Task item:
When you find the word "Math" in a line of the entries, please copy the whole line.

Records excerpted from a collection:
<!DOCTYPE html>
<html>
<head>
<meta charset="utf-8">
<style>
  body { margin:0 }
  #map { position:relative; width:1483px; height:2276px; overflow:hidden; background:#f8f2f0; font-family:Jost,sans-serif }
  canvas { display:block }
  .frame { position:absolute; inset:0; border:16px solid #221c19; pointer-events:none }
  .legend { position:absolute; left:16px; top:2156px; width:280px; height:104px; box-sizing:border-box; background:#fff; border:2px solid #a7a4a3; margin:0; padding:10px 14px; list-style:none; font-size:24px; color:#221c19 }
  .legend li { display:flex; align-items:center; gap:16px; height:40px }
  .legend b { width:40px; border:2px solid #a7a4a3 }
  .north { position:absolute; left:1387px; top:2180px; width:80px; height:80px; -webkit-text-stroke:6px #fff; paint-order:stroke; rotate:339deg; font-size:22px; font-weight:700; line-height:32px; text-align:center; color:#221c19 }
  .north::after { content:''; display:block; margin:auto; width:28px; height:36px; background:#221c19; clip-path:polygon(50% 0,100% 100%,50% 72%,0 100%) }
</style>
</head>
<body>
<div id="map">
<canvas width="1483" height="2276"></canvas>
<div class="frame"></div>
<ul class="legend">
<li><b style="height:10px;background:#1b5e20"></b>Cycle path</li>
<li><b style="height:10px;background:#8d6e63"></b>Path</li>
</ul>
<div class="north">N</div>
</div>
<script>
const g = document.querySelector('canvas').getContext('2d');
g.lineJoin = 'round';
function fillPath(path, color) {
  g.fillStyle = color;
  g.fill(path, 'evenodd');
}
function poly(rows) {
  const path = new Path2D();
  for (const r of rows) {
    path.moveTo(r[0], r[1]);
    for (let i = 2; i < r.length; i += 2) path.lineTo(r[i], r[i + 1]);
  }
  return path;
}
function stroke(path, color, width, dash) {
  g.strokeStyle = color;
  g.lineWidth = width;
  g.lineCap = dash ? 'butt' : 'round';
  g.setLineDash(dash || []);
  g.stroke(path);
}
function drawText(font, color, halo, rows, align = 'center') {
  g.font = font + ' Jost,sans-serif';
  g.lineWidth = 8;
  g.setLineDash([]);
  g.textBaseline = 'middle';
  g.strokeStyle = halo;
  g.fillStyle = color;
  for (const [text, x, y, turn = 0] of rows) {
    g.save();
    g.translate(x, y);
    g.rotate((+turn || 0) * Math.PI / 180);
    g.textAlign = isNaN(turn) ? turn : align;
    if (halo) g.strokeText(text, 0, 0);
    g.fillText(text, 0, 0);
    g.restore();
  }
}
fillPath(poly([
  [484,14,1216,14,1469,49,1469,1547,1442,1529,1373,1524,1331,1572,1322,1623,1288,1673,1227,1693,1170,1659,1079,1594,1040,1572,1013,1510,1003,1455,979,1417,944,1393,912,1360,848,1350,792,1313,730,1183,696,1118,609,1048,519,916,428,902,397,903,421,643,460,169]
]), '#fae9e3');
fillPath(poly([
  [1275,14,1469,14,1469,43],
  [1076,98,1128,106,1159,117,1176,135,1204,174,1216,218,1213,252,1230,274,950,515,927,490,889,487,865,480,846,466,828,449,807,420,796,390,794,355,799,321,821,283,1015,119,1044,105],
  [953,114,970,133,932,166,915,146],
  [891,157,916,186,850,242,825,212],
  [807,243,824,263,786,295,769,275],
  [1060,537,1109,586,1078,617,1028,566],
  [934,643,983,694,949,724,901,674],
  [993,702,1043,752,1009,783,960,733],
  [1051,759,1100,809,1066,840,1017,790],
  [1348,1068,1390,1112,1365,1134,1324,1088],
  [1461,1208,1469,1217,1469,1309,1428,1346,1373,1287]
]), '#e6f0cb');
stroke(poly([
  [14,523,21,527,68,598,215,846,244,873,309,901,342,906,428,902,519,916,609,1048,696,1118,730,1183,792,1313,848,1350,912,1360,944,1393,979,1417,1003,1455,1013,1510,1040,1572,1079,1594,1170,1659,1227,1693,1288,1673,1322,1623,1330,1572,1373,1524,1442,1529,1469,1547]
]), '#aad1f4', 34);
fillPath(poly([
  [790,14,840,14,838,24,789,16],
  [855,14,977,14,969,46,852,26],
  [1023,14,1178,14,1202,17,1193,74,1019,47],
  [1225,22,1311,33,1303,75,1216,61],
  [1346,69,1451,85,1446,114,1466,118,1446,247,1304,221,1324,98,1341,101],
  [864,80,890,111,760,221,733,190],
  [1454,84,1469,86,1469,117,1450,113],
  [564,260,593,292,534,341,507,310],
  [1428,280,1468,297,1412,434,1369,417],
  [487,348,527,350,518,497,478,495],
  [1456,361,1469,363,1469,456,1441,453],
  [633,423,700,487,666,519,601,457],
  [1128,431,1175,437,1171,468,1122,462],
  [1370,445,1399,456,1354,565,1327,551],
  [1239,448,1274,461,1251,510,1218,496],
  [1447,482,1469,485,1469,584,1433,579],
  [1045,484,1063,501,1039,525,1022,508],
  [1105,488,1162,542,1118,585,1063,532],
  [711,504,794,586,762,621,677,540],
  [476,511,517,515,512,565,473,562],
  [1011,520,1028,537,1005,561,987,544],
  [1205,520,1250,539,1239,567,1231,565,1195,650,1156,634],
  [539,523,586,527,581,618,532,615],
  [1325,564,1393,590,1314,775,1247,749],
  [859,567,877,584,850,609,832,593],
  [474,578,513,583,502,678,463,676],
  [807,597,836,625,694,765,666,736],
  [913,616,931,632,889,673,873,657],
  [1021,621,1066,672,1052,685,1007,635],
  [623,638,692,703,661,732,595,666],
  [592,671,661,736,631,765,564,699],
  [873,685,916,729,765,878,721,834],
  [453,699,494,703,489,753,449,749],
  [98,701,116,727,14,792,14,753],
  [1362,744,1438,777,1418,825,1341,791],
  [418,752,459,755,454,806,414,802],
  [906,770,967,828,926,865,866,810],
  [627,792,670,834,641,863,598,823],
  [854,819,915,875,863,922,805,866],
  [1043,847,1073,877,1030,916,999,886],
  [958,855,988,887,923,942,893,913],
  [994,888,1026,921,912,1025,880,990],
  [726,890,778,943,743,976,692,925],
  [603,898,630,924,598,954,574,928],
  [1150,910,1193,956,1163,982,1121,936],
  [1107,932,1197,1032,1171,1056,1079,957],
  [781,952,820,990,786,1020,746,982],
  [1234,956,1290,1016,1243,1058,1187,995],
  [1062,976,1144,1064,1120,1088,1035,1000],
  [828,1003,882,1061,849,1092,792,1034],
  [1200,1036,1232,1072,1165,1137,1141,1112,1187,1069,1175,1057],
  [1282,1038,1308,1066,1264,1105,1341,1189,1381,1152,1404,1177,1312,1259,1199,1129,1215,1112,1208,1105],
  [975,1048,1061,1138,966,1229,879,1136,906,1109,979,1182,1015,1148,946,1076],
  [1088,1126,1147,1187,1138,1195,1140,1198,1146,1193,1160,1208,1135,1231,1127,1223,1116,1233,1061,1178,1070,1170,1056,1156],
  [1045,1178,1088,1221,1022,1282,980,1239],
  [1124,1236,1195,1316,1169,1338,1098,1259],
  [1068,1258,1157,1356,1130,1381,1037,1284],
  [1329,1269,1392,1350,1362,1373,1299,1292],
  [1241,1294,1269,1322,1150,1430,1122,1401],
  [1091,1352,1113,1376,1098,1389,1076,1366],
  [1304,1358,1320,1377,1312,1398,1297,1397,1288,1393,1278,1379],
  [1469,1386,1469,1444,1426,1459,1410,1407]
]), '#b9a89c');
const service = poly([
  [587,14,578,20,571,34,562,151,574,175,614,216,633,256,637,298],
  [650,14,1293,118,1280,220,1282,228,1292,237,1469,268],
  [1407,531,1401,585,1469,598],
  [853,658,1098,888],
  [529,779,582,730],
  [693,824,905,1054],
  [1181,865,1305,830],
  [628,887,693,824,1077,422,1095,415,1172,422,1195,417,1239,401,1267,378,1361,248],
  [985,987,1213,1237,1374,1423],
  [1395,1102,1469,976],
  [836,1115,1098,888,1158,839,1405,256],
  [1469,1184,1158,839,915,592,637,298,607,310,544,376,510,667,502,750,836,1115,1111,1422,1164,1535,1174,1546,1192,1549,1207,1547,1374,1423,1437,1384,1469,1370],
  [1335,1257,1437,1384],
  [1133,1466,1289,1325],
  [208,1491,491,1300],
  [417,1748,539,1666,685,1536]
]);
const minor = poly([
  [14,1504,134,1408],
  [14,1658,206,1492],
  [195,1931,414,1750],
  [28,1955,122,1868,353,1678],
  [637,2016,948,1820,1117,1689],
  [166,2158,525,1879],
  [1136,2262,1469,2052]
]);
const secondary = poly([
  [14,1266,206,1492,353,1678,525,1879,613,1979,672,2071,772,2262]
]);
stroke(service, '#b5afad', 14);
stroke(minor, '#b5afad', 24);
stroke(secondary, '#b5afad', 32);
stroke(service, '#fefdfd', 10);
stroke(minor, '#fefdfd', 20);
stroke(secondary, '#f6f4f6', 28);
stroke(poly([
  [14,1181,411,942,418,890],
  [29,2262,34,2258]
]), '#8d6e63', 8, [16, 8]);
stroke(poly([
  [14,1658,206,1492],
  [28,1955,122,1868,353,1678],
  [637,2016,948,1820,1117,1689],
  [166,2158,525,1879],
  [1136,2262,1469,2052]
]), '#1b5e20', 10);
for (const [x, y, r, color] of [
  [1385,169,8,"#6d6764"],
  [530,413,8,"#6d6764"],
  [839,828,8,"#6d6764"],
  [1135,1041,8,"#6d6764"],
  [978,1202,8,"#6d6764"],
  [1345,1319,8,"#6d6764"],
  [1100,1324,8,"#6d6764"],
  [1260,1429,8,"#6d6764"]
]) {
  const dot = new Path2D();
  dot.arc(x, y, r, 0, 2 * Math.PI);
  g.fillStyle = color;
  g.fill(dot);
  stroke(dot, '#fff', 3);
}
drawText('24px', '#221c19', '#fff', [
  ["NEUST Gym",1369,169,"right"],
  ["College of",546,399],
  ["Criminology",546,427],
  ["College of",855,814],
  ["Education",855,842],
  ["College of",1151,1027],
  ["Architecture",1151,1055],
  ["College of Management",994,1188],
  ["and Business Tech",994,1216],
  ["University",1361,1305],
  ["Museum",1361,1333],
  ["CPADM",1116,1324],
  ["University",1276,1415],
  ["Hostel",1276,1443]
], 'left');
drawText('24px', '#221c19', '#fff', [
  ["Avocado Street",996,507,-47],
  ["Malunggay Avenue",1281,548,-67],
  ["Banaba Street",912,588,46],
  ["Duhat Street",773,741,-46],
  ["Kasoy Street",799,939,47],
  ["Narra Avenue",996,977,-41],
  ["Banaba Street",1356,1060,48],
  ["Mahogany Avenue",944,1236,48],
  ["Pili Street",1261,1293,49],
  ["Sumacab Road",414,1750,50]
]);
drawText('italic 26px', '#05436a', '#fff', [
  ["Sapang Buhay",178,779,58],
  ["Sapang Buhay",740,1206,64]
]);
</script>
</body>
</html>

Finished exercise:
    g.rotate((+turn || 0) * Math.PI / 180);
  dot.arc(x, y, r, 0, 2 * Math.PI);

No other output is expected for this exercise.